YUKON — Yukon National Bank was founded 100 years ago, and the same family is running the bank today that established the business back then with $25,000 in assets.
“It's been our family — not too many banks can say that for 100 years,” bank President Randy Wright said. “My great uncle and great-grandfather founded the bank. My grandfather ran it, and my father ran it. Now I'm running it, and my sister is working here.”
Wright said he never felt like he was destined to run the bank, although he always was involved in family businesses when he was growing up.

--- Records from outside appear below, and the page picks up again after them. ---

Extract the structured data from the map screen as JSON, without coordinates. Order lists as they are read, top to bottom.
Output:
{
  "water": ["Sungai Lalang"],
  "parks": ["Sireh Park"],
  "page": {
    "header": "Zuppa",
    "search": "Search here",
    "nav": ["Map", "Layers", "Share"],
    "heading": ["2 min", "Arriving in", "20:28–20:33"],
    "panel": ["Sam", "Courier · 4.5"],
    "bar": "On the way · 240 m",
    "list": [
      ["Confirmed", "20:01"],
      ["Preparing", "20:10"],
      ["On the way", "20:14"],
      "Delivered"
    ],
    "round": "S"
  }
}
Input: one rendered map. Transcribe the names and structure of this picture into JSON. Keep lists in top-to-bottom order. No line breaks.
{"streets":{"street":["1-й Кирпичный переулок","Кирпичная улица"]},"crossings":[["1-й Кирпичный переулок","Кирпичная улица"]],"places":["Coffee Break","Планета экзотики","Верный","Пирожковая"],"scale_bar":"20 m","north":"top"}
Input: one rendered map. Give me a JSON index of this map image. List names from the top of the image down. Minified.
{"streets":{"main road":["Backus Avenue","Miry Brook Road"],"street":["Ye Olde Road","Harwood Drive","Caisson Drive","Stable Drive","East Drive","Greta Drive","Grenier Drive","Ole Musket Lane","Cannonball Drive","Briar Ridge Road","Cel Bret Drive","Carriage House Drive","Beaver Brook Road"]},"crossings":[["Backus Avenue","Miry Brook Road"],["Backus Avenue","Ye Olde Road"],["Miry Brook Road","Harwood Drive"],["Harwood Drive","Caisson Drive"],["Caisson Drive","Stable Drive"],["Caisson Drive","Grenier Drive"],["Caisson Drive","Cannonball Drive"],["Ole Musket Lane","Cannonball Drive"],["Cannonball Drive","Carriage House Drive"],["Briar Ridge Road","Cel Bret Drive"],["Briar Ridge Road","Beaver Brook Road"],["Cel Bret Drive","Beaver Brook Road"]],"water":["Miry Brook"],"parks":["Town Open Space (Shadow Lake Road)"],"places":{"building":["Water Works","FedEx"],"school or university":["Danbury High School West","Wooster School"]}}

The bank has five locations, including offices in Mustang and Bethany, but remains tightly connected with the Yukon community, Wright said. Those connections have helped the bank survive when others did not, he said.
“We have customers that will pay us when probably a lot of banks in the United States, their customers would not,” he said.
With his family history spanning the same century as the bank's, Wright's knowledge of the bank's troubled times spans decades from the Great Depression of the 1930s to the Great Recession of 2008.
The bank was founded in 1912 to help local mill workers cash their paychecks more quickly.
Canadian County's recent explosive growth has boosted the bank's business, which remains profitable as it now focuses on land and construction, Wright said.
“Even in these tough times, and there have been some people who are struggling right now, it's been a good area here,” Wright said.
Willingness to work
Wright, in a practice handed down from generation to generation, still drives around his hometown regularly to keep up with the local growth.